#### Problem to work on:
For every line in the material, print that line exactly.

· · · ·

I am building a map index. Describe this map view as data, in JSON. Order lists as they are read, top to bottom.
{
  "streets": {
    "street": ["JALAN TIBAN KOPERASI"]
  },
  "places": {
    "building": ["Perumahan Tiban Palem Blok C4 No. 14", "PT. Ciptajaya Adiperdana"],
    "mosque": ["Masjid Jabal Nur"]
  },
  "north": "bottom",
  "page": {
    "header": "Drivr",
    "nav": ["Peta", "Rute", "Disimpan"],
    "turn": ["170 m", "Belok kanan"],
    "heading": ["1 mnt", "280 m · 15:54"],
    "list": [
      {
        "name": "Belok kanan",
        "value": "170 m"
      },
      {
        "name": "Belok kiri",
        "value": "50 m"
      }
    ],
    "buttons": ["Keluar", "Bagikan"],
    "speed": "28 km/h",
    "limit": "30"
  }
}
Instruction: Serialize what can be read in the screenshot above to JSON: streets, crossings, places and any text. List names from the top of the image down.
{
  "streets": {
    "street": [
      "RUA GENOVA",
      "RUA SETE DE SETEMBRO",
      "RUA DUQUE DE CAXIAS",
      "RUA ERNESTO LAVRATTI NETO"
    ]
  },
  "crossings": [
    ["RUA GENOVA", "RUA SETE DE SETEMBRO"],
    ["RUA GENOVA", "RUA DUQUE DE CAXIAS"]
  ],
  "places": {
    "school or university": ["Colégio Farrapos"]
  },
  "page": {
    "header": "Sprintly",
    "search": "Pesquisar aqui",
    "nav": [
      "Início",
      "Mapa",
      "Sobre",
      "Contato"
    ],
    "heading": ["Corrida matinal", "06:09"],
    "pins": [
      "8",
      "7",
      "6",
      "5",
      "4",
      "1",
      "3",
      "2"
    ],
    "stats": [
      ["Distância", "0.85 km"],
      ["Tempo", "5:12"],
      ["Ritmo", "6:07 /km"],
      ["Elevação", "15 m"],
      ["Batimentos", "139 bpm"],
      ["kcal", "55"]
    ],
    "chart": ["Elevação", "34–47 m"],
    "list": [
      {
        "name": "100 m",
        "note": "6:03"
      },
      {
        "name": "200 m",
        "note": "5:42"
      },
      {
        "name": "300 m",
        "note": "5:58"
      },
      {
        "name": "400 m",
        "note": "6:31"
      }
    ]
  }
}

· · · ·

#### Solution to this exercise:
I am building a map index. Describe this map view as data, in JSON. Order lists as they are read, top to bottom.
{
  "streets": {
    "street": ["JALAN TIBAN KOPERASI"]
  },
  "places": {
    "building": ["Perumahan Tiban Palem Blok C4 No. 14", "PT. Ciptajaya Adiperdana"],
    "mosque": ["Masjid Jabal Nur"]
  },
  "north": "bottom",
  "page": {
    "header": "Drivr",
    "nav": ["Peta", "Rute", "Disimpan"],
    "turn": ["170 m", "Belok kanan"],
    "heading": ["1 mnt", "280 m · 15:54"],
    "list": [
      {
        "name": "Belok kanan",
        "value": "170 m"
      },
      {
        "name": "Belok kiri",
        "value": "50 m"
      }
    ],
    "buttons": ["Keluar", "Bagikan"],
    "speed": "28 km/h",
    "limit": "30"
  }
}
Instruction: Serialize what can be read in the screenshot above to JSON: streets, crossings, places and any text. List names from the top of the image down.
{
  "streets": {
    "street": [
      "RUA GENOVA",
      "RUA SETE DE SETEMBRO",
      "RUA DUQUE DE CAXIAS",
      "RUA ERNESTO LAVRATTI NETO"
    ]
  },
  "crossings": [
    ["RUA GENOVA", "RUA SETE DE SETEMBRO"],
    ["RUA GENOVA", "RUA DUQUE DE CAXIAS"]
  ],
  "places": {
    "school or university": ["Colégio Farrapos"]
  },
  "page": {
    "header": "Sprintly",
    "search": "Pesquisar aqui",
    "nav": [
      "Início",
      "Mapa",
      "Sobre",
      "Contato"
    ],
    "heading": ["Corrida matinal", "06:09"],
    "pins": [
      "8",
      "7",
      "6",
      "5",
      "4",
      "1",
      "3",
      "2"
    ],
    "stats": [
      ["Distância", "0.85 km"],
      ["Tempo", "5:12"],
      ["Ritmo", "6:07 /km"],
      ["Elevação", "15 m"],
      ["Batimentos", "139 bpm"],
      ["kcal", "55"]
    ],
    "chart": ["Elevação", "34–47 m"],
    "list": [
      {
        "name": "100 m",
        "note": "6:03"
      },
      {
        "name": "200 m",
        "note": "5:42"
      },
      {
        "name": "300 m",
        "note": "5:58"
      },
      {
        "name": "400 m",
        "note": "6:31"
      }
    ]
  }
}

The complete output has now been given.